DATA FOR THIS TASK:

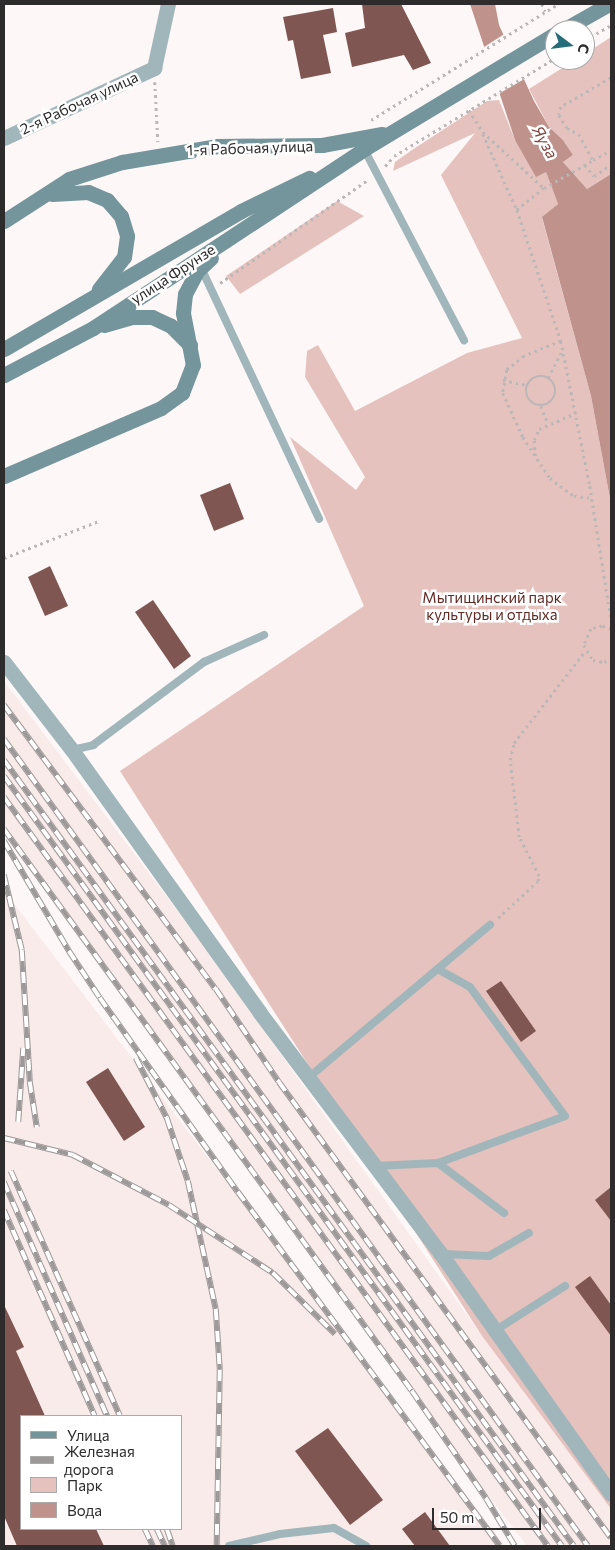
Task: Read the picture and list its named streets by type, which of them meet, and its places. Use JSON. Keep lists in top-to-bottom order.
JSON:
{
  "streets": {
    "main road": ["1-я Рабочая улица", "улица Фрунзе"],
    "street": ["2-я Рабочая улица"]
  },
  "crossings": [
    ["1-я Рабочая улица", "улица Фрунзе"]
  ],
  "water": ["Яуза"],
  "parks": ["Мытищинский парк культуры и отдыха"],
  "legend": [
    "Улица",
    "Железная дорога",
    "Парк",
    "Вода"
  ],
  "scale_bar": "50 m",
  "north": "right"
}
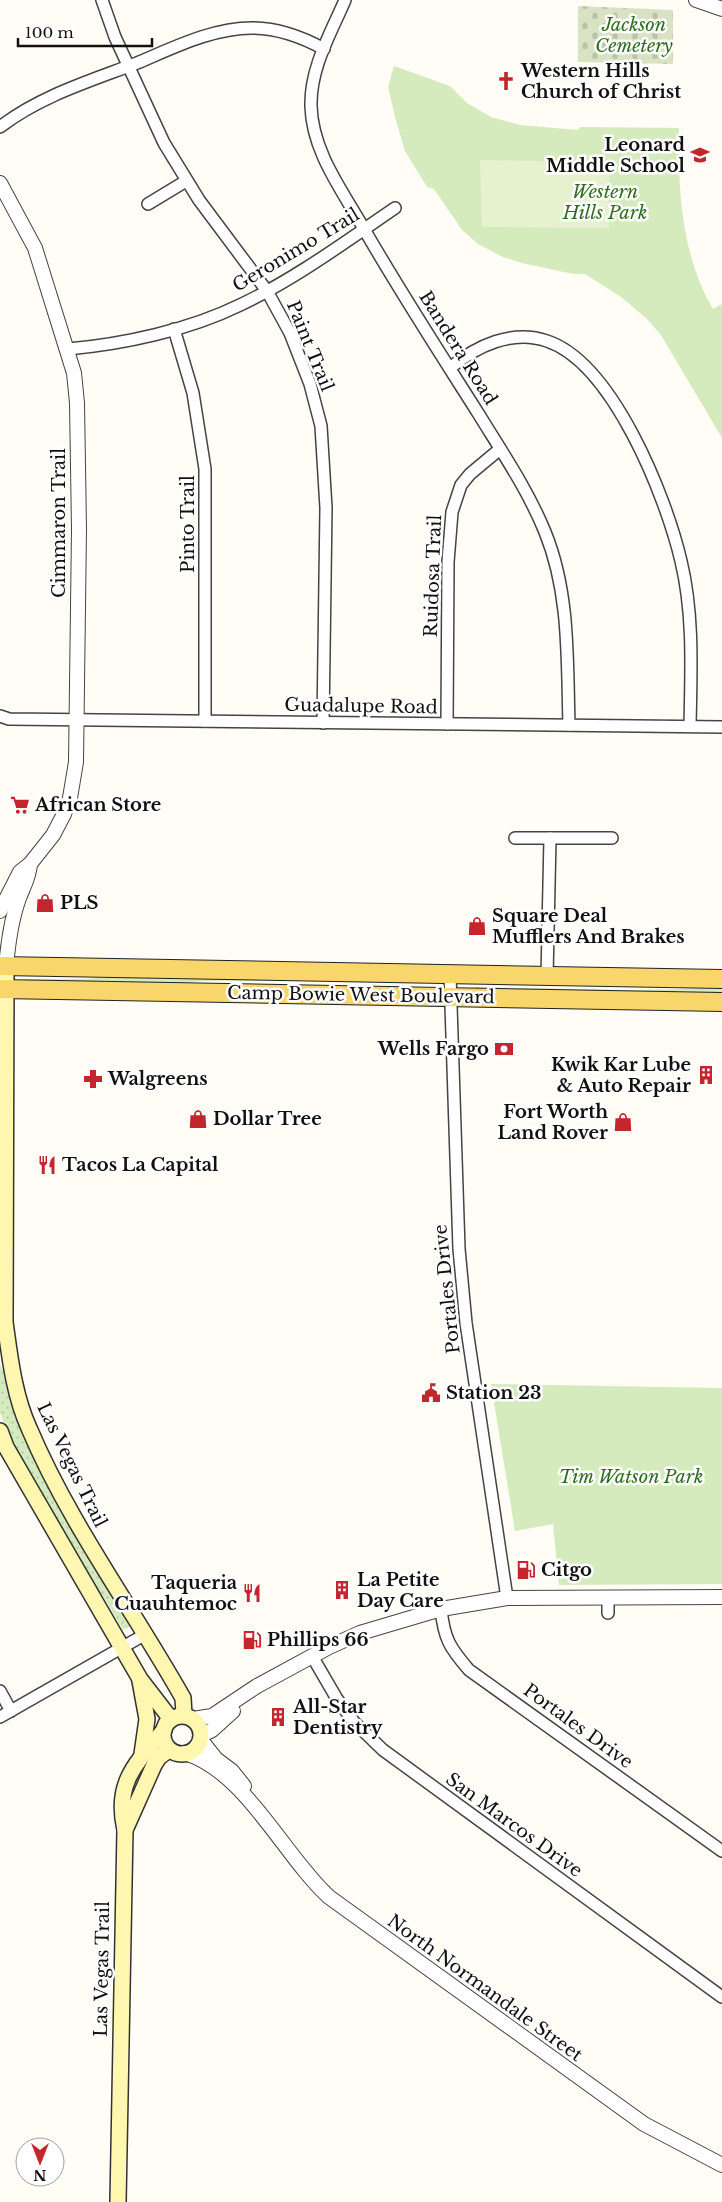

TASK BRIEF: The answer must consist of the entries above, reproduced word for word, without any pictures.

RESPONSE TO THIS EXERCISE:
Task: Read the picture and list its named streets by type, which of them meet, and its places. Use JSON. Keep lists in top-to-bottom order.
JSON:
{
  "streets": {
    "main road": ["1-я Рабочая улица", "улица Фрунзе"],
    "street": ["2-я Рабочая улица"]
  },
  "crossings": [
    ["1-я Рабочая улица", "улица Фрунзе"]
  ],
  "water": ["Яуза"],
  "parks": ["Мытищинский парк культуры и отдыха"],
  "legend": [
    "Улица",
    "Железная дорога",
    "Парк",
    "Вода"
  ],
  "scale_bar": "50 m",
  "north": "right"
}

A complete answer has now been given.